Records from a data collection:
>>>

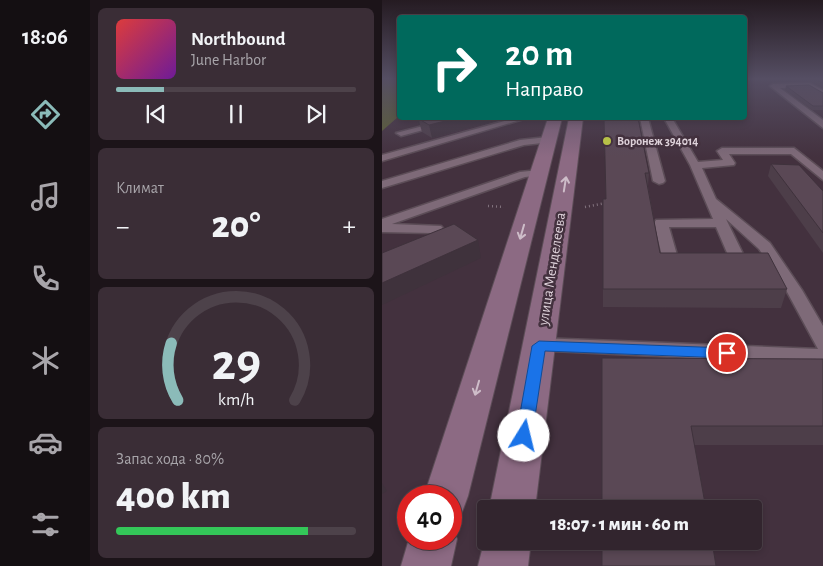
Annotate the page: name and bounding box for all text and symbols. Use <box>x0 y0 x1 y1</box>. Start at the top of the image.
text: 18:06 <box>22 26 68 48</box>
text: Northbound <box>191 30 286 49</box>
icon: right <box>422 35 487 100</box>
text: 20 m <box>505 37 573 72</box>
text: June Harbor <box>191 52 266 68</box>
text: Направо <box>505 78 583 100</box>
icon: directions <box>28 97 63 132</box>
icon: previous <box>142 100 170 128</box>
icon: pause <box>222 100 250 128</box>
icon: next <box>302 100 330 128</box>
marker: Воронеж 394014 <box>601 135 613 147</box>
place label: Воронеж 394014 <box>617 135 698 147</box>
one-way arrow <box>561 177 571 193</box>
icon: music <box>28 179 63 214</box>
text: Климат <box>116 180 164 196</box>
text: 20° <box>212 207 260 245</box>
street label: улица Менделеева <box>536 211 568 328</box>
text: − <box>116 213 129 241</box>
text: + <box>343 213 356 241</box>
one-way arrow <box>516 223 526 239</box>
icon: phone <box>28 261 63 296</box>
pin <box>706 332 748 374</box>
text: 29 <box>211 337 261 389</box>
icon: arrive <box>713 339 741 367</box>
icon: climate <box>28 343 63 378</box>
one-way arrow <box>471 379 481 395</box>
text: km/h <box>218 391 254 409</box>
position arrow <box>497 409 549 461</box>
icon: car <box>28 425 63 460</box>
text: Запас хода · 80% <box>116 451 224 467</box>
text: 400 km <box>116 478 231 516</box>
speed limit sign: 40 <box>397 485 462 550</box>
icon: filters <box>28 507 63 542</box>
text: 18:07 · 1 мин · 60 m <box>550 515 689 534</box>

<<<

- _Task to complete_: What you return should match the entries word for word, pictures aside.

- _Result for this exercise_:
Annotate the page: name and bounding box for all text and symbols. Use <box>x0 y0 x1 y1</box>. Start at the top of the image.
text: 18:06 <box>22 26 68 48</box>
text: Northbound <box>191 30 286 49</box>
icon: right <box>422 35 487 100</box>
text: 20 m <box>505 37 573 72</box>
text: June Harbor <box>191 52 266 68</box>
text: Направо <box>505 78 583 100</box>
icon: directions <box>28 97 63 132</box>
icon: previous <box>142 100 170 128</box>
icon: pause <box>222 100 250 128</box>
icon: next <box>302 100 330 128</box>
marker: Воронеж 394014 <box>601 135 613 147</box>
place label: Воронеж 394014 <box>617 135 698 147</box>
one-way arrow <box>561 177 571 193</box>
icon: music <box>28 179 63 214</box>
text: Климат <box>116 180 164 196</box>
text: 20° <box>212 207 260 245</box>
street label: улица Менделеева <box>536 211 568 328</box>
text: − <box>116 213 129 241</box>
text: + <box>343 213 356 241</box>
one-way arrow <box>516 223 526 239</box>
icon: phone <box>28 261 63 296</box>
pin <box>706 332 748 374</box>
text: 29 <box>211 337 261 389</box>
icon: arrive <box>713 339 741 367</box>
icon: climate <box>28 343 63 378</box>
one-way arrow <box>471 379 481 395</box>
text: km/h <box>218 391 254 409</box>
position arrow <box>497 409 549 461</box>
icon: car <box>28 425 63 460</box>
text: Запас хода · 80% <box>116 451 224 467</box>
text: 400 km <box>116 478 231 516</box>
speed limit sign: 40 <box>397 485 462 550</box>
icon: filters <box>28 507 63 542</box>
text: 18:07 · 1 мин · 60 m <box>550 515 689 534</box>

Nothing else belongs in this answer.